What you need to do
Each line that contains the word "setLineDash" is to be copied from the records below.

Provided material below:

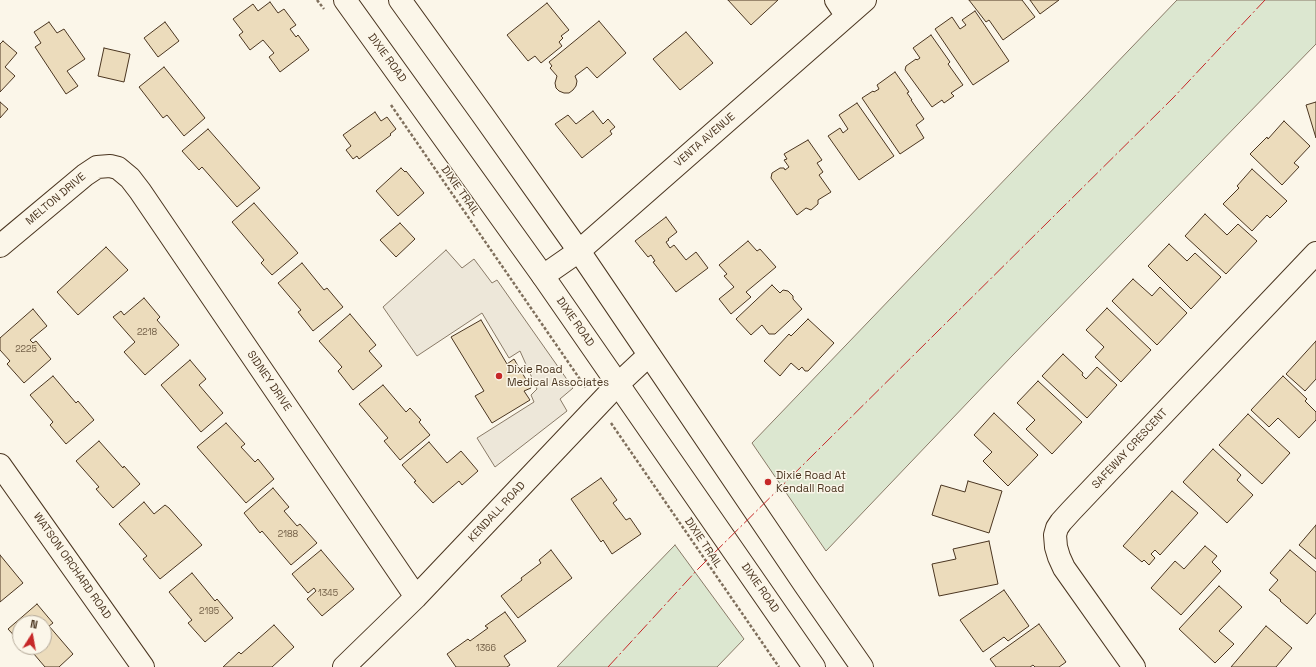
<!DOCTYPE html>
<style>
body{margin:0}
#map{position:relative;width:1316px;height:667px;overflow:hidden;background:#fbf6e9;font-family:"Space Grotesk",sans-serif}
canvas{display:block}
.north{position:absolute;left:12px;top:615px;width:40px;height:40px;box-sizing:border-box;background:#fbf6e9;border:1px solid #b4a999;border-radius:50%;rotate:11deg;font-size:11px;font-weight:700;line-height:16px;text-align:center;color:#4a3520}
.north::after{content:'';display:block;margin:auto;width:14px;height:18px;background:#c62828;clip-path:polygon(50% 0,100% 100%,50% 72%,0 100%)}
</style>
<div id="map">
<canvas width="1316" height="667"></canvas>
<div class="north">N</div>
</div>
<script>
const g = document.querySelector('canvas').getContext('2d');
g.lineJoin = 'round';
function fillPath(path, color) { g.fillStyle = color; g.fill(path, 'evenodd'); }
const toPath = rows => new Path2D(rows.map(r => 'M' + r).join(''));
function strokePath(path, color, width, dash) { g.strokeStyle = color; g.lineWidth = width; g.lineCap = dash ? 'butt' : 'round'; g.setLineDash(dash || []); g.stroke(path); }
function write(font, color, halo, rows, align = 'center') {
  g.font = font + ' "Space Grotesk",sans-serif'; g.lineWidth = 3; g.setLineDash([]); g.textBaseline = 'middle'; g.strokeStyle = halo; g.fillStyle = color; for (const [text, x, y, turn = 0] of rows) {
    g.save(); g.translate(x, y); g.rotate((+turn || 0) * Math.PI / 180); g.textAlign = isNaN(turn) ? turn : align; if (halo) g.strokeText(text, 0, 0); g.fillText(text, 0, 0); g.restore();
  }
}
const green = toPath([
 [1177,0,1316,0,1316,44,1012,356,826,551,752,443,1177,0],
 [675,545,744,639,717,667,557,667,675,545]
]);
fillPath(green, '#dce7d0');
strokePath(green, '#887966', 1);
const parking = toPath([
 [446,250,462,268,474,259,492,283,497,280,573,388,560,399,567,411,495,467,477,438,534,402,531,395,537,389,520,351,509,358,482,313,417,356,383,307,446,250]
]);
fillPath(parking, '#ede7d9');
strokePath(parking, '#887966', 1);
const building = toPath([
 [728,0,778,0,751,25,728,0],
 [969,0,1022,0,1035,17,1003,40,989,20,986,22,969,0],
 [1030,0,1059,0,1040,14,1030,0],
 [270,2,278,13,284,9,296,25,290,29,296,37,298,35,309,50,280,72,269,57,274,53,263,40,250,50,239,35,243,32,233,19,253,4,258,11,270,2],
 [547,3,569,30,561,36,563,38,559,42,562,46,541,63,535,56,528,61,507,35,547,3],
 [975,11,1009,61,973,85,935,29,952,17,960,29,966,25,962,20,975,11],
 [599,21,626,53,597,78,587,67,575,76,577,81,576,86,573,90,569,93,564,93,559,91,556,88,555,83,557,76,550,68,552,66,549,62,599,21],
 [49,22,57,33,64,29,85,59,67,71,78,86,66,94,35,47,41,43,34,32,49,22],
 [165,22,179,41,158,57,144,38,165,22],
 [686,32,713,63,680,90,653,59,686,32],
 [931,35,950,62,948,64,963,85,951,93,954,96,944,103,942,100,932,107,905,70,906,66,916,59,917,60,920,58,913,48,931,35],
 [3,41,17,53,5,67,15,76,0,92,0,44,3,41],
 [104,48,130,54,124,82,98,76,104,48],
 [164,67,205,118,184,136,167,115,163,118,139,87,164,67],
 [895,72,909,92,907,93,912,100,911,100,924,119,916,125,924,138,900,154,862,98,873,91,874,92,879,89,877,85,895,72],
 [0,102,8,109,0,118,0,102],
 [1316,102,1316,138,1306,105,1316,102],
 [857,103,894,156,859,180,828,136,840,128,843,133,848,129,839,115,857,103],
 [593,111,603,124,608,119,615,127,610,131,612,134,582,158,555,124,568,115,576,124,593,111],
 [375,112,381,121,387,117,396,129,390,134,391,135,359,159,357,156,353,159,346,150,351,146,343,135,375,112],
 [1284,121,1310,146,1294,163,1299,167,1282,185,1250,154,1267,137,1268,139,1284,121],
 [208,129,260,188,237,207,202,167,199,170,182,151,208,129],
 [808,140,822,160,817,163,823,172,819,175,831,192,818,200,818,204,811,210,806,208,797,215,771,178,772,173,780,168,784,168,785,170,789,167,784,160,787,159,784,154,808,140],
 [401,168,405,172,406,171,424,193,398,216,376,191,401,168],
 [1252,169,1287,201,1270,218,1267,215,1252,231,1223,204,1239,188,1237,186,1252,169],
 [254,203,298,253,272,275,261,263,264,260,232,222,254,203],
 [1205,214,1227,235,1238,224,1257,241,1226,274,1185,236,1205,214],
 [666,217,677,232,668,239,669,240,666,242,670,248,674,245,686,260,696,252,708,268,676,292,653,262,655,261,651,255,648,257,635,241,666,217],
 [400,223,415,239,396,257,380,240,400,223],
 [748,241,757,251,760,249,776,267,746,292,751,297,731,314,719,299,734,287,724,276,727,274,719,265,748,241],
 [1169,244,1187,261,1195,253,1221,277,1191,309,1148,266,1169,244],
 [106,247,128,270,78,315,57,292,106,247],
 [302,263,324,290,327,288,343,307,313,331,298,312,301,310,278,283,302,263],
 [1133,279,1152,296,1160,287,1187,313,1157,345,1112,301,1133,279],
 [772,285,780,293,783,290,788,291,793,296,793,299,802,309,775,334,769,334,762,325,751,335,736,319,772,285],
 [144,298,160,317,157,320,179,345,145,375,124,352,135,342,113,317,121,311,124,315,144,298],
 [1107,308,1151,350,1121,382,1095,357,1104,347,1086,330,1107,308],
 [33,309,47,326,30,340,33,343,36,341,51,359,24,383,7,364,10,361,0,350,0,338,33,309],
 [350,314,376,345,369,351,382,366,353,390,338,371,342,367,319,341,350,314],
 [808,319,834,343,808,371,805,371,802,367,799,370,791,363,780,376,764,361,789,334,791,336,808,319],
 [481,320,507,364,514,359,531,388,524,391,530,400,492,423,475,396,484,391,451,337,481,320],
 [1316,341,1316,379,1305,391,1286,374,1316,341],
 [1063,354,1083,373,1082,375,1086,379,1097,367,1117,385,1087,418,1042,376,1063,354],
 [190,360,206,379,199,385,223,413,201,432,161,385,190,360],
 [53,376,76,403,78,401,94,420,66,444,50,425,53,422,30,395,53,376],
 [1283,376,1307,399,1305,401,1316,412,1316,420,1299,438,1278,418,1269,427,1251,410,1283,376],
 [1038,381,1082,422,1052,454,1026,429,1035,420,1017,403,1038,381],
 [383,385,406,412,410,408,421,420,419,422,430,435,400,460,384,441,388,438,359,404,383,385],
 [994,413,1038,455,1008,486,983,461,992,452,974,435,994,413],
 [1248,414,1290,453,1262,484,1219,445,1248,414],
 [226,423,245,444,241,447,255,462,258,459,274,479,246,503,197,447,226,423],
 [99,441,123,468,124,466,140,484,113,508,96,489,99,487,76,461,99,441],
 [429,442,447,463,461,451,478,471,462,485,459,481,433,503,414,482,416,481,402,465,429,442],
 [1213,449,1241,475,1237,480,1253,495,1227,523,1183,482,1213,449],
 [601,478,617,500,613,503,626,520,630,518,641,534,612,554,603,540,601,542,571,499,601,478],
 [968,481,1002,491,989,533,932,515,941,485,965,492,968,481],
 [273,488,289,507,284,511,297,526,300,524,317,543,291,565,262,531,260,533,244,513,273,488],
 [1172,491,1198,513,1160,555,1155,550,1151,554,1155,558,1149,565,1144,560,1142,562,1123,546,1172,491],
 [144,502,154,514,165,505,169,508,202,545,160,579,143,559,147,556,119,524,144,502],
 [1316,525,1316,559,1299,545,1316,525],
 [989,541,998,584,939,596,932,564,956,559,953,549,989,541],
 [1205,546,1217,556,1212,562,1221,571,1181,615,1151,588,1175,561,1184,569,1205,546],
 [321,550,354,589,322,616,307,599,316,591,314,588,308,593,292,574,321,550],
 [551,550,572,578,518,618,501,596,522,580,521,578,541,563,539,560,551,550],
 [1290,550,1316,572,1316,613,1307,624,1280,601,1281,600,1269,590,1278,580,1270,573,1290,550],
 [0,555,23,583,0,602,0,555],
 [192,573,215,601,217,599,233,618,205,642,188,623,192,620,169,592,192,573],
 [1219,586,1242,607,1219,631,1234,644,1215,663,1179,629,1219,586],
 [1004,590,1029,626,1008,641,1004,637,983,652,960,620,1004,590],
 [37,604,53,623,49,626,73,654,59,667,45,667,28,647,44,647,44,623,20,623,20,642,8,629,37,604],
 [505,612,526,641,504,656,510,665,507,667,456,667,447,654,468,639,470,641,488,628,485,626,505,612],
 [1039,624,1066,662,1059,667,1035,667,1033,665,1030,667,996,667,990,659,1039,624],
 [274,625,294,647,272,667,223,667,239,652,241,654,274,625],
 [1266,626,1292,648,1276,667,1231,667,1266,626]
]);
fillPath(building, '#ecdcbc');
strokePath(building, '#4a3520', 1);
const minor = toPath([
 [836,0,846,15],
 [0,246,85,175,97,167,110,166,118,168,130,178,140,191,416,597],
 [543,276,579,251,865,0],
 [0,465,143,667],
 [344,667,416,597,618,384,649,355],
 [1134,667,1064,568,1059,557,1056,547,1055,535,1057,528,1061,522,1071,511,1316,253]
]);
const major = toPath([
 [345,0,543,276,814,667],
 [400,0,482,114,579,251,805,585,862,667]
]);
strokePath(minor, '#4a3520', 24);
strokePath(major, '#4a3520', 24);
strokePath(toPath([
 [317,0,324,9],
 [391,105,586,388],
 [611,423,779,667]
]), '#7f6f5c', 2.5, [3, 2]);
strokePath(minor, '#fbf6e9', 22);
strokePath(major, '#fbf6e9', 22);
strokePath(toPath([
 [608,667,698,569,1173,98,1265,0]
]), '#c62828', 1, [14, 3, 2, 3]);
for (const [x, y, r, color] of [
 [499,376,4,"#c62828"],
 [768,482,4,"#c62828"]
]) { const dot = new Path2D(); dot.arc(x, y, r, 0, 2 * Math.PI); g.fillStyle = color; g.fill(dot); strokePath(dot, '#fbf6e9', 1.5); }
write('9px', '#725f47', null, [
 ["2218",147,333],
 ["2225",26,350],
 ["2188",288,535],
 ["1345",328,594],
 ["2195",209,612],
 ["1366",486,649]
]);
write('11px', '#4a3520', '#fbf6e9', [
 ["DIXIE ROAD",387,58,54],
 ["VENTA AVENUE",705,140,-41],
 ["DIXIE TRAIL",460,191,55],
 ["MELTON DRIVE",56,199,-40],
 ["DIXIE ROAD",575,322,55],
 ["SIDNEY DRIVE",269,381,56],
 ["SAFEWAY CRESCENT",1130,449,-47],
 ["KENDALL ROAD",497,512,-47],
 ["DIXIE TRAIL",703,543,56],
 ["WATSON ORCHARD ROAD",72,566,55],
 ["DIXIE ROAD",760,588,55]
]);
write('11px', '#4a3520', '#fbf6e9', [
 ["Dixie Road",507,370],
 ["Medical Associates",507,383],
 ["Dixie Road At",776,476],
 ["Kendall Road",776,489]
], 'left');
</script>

End of Provided material.

Answer box
function strokePath(path, color, width, dash) { g.strokeStyle = color; g.lineWidth = width; g.lineCap = dash ? 'butt' : 'round'; g.setLineDash(dash || []); g.stroke(path); }
  g.font = font + ' "Space Grotesk",sans-serif'; g.lineWidth = 3; g.setLineDash([]); g.textBaseline = 'middle'; g.strokeStyle = halo; g.fillStyle = color; for (const [text, x, y, turn = 0] of rows) {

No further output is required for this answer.